Di (2-ethyl-hexyl) phthalate (DEHP) is a widely used plasticizer. Maternal DEHP exposure inhibits cell proliferation and reduces placentas size, which associates with fetal growth restriction and adulthood diseases. However, the mechanism of placental cell proliferation inhibition by DEHP remains elusive. This study investigated the effect of DEHP on placental cell proliferation from cell cycle arrest. Utilizing in vitro and in vivo experiments, we investigated cell cycle arrest, DNA double-strand break (DSB) repair, genotoxic stress response, and micronuclei formation. Most DEHP metabolizes to mono (2-Ethylhexyl) phthalate (MEHP) and distributes to organs quickly, so MEHP and DEHP were used in cultured cell and animal experiments, respectively. Here, a double blocking mode for the proliferation inhibition of the placental cell was revealed. One is that the classical DSB repair pathways were suppressed, which arrested the cell cycle at the G2/M phase. The other is that DEHP stimulated an elevated level of progesterone, which blocked the cell cycle at metaphase by disrupting chromosome arrangement. These two sets of events facilitated micronuclei formation and resulted in cell proliferation inhibition. This findings provide a novel mechanistic understanding for DEHP to inhibit placental cell proliferation.
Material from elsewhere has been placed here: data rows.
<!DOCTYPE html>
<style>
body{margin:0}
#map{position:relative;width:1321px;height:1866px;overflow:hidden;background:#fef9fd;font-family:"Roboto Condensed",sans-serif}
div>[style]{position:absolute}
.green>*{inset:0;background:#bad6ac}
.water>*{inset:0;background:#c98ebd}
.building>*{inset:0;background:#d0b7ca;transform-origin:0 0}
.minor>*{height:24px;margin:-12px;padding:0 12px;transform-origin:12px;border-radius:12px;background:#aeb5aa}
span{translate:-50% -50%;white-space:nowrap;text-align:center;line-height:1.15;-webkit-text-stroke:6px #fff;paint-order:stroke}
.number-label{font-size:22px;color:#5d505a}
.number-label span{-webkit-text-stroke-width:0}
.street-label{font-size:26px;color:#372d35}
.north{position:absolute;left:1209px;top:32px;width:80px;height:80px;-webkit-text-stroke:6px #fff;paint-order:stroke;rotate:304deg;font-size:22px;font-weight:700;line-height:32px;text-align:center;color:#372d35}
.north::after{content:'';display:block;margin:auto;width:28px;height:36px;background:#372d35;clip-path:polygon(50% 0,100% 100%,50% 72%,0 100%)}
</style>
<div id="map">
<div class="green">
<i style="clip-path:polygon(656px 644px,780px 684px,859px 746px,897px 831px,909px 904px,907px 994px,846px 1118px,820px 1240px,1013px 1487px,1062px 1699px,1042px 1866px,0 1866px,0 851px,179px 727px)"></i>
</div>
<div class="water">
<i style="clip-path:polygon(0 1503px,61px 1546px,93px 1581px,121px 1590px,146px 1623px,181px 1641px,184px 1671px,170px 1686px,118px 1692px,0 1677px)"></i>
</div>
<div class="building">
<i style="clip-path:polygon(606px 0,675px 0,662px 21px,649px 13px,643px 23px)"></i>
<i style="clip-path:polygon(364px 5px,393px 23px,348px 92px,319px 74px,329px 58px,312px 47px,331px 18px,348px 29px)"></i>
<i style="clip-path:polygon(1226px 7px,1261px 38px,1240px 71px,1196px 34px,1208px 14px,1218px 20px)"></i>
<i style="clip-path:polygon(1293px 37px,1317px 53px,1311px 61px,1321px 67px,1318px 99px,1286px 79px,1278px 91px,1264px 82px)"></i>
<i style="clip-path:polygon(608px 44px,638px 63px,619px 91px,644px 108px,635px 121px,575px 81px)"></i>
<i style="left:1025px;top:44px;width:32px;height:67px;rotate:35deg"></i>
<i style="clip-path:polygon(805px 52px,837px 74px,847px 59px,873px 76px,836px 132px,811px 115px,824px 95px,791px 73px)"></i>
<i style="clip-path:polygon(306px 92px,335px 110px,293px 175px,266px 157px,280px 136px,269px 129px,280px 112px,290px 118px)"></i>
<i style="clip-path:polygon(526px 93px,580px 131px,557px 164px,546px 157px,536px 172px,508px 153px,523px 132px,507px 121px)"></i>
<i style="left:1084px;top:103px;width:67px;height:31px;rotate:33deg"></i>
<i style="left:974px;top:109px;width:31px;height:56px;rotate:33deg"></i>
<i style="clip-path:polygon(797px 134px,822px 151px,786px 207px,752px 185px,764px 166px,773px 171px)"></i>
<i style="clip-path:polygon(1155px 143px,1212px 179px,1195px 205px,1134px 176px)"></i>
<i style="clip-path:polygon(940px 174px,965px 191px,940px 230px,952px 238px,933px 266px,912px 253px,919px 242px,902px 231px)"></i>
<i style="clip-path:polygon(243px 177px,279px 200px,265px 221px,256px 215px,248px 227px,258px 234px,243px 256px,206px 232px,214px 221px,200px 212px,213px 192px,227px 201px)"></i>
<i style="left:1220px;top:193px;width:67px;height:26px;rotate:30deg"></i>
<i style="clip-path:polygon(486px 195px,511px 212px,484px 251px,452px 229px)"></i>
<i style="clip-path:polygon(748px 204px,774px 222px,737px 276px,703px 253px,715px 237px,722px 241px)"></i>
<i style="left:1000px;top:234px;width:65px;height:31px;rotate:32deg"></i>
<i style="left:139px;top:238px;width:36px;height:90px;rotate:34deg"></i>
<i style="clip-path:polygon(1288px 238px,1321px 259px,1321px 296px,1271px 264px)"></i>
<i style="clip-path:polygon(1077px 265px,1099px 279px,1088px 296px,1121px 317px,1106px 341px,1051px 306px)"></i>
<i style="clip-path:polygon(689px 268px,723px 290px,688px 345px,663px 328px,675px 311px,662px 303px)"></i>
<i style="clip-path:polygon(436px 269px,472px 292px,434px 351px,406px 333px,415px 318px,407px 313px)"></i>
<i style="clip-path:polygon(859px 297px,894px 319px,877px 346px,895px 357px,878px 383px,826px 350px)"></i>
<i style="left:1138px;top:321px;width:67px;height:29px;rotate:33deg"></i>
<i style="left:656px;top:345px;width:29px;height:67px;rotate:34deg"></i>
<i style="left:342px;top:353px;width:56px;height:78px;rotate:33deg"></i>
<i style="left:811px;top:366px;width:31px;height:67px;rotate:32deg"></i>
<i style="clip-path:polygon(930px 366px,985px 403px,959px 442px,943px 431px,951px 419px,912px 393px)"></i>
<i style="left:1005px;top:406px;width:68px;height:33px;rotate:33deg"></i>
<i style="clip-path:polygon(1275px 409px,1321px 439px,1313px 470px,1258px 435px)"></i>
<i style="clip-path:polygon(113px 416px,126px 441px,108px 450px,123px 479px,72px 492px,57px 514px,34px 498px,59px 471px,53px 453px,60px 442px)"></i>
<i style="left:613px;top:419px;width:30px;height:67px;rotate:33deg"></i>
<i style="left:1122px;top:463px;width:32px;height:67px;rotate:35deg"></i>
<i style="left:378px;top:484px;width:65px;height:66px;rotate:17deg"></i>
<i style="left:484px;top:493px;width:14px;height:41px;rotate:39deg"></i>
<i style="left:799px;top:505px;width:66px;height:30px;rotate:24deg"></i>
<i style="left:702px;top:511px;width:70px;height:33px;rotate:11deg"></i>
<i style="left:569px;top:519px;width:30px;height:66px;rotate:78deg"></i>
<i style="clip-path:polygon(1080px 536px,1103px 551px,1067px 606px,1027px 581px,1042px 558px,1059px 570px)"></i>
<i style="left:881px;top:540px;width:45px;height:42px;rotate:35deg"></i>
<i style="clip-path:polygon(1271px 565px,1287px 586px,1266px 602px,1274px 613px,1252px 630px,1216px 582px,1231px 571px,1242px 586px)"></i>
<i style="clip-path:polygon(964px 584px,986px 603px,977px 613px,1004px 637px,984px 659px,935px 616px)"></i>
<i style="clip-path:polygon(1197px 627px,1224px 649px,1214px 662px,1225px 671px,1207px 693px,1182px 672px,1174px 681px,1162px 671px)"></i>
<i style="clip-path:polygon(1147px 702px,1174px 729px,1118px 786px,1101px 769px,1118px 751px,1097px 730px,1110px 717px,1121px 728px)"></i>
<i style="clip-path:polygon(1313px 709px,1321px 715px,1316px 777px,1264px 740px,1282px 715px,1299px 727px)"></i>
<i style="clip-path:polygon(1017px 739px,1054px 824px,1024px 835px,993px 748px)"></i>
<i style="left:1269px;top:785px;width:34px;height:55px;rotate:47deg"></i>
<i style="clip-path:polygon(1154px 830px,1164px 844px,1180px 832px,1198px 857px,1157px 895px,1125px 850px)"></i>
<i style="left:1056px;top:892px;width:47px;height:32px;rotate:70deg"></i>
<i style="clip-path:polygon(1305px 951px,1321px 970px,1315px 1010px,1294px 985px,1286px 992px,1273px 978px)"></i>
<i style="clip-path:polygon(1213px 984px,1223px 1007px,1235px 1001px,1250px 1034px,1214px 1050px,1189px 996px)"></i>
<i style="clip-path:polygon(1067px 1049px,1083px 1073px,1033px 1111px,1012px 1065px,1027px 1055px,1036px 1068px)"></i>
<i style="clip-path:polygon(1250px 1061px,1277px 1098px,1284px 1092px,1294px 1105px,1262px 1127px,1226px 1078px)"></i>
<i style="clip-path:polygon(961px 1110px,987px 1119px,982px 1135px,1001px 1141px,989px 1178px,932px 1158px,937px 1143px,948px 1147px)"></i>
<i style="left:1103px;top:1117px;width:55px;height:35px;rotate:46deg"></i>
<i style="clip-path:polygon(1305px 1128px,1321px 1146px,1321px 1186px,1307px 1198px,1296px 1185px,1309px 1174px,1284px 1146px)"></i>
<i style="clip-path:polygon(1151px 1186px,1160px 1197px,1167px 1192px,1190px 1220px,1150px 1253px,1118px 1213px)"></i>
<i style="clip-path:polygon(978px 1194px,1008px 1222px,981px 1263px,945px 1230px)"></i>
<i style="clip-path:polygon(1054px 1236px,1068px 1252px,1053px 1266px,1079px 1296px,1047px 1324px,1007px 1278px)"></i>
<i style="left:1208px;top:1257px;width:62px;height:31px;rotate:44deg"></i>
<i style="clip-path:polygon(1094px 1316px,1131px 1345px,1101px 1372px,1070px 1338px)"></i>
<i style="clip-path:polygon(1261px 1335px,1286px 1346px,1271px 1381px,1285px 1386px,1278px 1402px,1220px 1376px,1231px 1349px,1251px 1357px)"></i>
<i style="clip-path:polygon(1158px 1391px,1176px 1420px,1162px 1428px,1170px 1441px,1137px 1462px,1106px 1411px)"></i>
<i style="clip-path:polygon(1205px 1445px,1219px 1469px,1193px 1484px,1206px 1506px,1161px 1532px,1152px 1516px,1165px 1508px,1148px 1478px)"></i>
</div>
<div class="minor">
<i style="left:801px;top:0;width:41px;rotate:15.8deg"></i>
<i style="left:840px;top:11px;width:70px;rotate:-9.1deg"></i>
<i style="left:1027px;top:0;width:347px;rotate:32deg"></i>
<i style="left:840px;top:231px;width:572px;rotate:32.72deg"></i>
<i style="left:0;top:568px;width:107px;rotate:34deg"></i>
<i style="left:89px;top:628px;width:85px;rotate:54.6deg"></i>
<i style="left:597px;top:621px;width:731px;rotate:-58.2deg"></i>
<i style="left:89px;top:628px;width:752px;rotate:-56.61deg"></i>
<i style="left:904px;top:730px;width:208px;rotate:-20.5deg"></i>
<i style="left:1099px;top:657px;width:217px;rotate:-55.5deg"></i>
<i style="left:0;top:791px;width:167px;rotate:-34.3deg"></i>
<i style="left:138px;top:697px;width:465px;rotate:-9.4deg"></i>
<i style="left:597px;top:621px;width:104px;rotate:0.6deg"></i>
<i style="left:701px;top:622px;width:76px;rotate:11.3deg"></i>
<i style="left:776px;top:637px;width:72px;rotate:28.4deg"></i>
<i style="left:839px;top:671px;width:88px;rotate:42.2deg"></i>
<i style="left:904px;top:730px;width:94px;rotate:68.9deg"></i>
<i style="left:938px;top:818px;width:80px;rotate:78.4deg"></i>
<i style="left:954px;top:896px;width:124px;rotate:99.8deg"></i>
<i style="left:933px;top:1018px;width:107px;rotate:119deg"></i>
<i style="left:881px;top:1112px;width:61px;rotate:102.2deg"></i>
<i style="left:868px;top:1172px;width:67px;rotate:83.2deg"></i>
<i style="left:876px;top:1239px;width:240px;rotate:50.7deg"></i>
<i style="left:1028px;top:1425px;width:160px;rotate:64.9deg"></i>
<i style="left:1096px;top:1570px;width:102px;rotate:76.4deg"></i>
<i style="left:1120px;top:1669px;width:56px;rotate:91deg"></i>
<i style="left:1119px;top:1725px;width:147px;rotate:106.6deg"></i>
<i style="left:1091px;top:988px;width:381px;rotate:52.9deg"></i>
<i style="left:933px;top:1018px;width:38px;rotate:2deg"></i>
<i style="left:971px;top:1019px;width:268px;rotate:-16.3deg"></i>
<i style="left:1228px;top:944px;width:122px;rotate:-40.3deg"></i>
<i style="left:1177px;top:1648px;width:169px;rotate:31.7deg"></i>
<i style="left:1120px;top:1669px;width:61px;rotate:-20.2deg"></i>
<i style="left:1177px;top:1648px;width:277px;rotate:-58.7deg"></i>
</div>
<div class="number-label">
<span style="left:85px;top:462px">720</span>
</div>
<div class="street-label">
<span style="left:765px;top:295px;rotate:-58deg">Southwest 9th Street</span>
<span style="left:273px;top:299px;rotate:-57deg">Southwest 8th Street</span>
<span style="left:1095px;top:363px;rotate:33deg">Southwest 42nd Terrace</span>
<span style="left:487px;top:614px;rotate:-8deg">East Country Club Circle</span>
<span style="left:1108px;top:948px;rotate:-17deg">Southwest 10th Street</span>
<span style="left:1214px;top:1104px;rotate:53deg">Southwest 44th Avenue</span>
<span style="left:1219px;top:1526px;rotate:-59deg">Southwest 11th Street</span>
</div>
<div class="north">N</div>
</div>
邻苯二甲酸二（2-乙基-己基）酯（DEHP）是一种广泛使用的增塑剂。母亲接触 DEHP 会抑制细胞增殖并减小胎盘大小，这与胎儿生长受限和成年期疾病有关。然而，DEHP 抑制胎盘细胞增殖的机制仍然难以捉摸。本研究调查了 DEHP 对细胞周期停滞引起的胎盘细胞增殖的影响。在体外和体内利用在实验中，我们研究了细胞周期停滞、DNA 双链断裂 (DSB) 修复、基因毒性应激反应和微核形成。大多数DEHP代谢为邻苯二甲酸单（2-乙基己基）酯（MEHP）并迅速分布到器官，因此MEHP和DEHP分别用于培养细胞和动物实验。在这里，揭示了胎盘细胞增殖抑制的双重阻断模式。一是经典的 DSB 修复途径被抑制，从而在 G2/M 期阻止细胞周期。另一个是 DEHP 刺激了孕酮水平升高，从而通过破坏染色体排列在中期阻止细胞周期。这两组事件促进了微核形成并导致细胞增殖抑制。